* **Study material**:
+ + + +
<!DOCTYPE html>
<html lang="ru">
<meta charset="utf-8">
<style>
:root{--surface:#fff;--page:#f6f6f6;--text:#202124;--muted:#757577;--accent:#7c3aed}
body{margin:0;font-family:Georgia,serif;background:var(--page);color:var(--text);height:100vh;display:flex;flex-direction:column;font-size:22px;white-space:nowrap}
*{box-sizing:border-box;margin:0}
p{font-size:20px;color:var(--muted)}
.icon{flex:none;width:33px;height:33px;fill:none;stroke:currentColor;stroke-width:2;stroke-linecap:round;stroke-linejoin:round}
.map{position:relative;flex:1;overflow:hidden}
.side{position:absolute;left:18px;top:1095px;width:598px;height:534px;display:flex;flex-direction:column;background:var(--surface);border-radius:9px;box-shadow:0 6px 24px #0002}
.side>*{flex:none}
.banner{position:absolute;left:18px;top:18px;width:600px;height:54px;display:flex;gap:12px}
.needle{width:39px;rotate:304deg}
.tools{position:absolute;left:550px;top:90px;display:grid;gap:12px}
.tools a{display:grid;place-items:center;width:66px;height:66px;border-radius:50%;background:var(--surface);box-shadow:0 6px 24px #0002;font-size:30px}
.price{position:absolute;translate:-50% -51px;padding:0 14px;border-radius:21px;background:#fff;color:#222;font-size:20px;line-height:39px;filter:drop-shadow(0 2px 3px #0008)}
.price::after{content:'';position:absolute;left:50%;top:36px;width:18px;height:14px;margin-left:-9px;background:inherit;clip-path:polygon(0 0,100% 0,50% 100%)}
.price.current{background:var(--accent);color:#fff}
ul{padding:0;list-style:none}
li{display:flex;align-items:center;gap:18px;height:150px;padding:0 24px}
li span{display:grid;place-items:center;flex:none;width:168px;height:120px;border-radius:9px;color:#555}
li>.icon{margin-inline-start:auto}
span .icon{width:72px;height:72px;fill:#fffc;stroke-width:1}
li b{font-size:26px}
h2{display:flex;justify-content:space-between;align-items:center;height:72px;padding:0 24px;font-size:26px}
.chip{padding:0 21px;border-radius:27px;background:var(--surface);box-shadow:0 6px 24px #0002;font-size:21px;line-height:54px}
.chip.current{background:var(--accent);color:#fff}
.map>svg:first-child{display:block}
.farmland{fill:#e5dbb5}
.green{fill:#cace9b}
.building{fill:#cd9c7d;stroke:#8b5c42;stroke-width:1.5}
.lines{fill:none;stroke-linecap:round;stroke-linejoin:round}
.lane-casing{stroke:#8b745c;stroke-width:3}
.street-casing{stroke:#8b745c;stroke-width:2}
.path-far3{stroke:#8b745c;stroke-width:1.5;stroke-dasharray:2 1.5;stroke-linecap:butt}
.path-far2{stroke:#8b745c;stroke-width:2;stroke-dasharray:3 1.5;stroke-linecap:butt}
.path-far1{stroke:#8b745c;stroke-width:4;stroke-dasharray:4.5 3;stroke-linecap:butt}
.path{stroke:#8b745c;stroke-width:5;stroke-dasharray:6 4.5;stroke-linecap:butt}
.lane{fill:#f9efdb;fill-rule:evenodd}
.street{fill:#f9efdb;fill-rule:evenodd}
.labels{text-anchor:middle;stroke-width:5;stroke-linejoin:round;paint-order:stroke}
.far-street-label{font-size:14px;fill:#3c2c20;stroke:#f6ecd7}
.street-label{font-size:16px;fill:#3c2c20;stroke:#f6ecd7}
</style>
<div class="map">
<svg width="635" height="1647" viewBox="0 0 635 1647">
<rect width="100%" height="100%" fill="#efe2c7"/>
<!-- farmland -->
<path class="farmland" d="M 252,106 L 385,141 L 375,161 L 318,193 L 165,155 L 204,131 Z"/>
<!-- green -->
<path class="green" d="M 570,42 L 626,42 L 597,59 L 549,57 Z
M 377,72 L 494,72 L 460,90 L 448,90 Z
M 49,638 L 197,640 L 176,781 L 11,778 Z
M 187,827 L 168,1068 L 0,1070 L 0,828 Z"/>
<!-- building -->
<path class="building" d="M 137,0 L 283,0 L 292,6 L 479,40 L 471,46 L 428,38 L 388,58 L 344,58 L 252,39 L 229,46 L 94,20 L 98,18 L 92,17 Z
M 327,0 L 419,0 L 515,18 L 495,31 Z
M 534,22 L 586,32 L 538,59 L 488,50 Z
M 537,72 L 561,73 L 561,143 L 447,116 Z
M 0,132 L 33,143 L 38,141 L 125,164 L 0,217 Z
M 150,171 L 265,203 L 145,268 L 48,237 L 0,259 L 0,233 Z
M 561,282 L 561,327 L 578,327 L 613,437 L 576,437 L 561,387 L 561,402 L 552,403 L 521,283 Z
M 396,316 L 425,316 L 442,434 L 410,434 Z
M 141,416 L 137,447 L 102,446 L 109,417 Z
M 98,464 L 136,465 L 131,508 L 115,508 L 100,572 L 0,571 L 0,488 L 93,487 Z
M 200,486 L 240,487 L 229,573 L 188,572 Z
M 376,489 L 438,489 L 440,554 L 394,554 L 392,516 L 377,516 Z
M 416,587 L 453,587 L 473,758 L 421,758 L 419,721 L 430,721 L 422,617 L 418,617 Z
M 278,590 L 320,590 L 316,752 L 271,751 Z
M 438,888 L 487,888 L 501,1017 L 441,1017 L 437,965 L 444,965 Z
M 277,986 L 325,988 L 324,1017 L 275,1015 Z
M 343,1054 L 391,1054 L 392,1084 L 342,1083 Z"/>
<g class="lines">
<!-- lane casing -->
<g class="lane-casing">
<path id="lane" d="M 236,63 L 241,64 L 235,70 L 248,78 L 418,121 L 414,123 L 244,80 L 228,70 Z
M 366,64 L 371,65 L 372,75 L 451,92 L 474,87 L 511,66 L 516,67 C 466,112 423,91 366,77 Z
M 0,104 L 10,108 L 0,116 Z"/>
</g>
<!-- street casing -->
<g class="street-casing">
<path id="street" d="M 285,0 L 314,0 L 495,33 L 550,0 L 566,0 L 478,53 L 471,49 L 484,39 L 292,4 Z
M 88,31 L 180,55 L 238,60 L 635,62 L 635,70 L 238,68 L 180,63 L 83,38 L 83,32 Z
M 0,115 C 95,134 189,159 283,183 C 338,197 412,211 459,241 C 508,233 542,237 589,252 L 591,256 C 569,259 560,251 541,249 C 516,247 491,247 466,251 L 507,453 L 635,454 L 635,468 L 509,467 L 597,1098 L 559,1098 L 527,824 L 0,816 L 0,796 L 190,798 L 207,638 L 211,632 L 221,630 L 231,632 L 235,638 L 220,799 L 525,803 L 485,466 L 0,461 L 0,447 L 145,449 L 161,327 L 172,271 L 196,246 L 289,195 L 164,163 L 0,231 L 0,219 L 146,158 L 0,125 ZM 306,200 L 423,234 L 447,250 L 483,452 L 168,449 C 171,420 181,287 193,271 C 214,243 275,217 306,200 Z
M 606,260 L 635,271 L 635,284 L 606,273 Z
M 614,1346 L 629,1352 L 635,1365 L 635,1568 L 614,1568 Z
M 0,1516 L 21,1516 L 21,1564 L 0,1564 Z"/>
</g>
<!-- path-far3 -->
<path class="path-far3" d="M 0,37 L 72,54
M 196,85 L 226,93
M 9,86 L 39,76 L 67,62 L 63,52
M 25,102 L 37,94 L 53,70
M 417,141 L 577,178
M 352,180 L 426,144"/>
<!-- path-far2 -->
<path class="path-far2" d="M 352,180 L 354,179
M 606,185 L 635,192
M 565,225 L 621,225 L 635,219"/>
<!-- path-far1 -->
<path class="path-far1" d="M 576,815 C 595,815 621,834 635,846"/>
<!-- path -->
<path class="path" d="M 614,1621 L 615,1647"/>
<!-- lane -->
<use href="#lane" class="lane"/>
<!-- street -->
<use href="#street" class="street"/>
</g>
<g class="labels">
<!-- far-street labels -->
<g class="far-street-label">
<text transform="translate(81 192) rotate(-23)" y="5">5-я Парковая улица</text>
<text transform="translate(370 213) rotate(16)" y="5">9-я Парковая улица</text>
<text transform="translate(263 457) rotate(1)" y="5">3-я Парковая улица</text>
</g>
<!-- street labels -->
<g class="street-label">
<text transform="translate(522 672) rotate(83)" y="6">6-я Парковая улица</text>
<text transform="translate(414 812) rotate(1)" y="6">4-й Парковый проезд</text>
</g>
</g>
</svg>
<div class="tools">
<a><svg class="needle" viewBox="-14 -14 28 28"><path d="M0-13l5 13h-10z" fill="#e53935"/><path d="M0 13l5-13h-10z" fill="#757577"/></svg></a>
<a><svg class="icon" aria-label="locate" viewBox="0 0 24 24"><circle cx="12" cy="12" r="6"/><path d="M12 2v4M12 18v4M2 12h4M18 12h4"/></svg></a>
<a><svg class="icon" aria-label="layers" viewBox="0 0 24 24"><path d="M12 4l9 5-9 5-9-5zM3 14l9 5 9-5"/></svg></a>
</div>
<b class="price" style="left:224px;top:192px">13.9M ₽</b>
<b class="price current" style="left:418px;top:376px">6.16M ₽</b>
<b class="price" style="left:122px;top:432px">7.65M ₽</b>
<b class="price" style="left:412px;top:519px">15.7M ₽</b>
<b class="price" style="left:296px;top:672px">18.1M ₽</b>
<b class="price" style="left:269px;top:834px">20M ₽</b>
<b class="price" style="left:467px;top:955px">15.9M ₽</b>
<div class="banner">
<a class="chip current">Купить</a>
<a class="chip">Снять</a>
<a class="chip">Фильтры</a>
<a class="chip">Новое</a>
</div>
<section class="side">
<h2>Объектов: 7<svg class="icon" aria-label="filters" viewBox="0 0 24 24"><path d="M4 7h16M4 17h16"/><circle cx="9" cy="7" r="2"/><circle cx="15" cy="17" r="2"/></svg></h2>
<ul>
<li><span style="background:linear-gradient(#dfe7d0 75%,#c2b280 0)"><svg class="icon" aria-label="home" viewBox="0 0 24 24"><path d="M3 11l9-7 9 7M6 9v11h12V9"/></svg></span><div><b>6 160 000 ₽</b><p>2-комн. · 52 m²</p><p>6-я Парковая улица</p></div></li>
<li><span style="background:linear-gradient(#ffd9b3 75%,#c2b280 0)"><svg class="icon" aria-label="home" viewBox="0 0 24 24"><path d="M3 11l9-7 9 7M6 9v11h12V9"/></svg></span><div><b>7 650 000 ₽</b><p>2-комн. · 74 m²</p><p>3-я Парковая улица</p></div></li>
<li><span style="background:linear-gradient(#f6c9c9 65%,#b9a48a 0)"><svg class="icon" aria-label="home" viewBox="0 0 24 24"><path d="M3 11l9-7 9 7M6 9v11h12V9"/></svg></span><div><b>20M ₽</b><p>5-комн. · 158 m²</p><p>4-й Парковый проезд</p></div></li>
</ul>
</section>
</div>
+ + + +
* **Work instruction**: Pull every line containing the word "rule" out of the listing.

* **Solved exercise**:
.lane{fill:#f9efdb;fill-rule:evenodd}
.street{fill:#f9efdb;fill-rule:evenodd}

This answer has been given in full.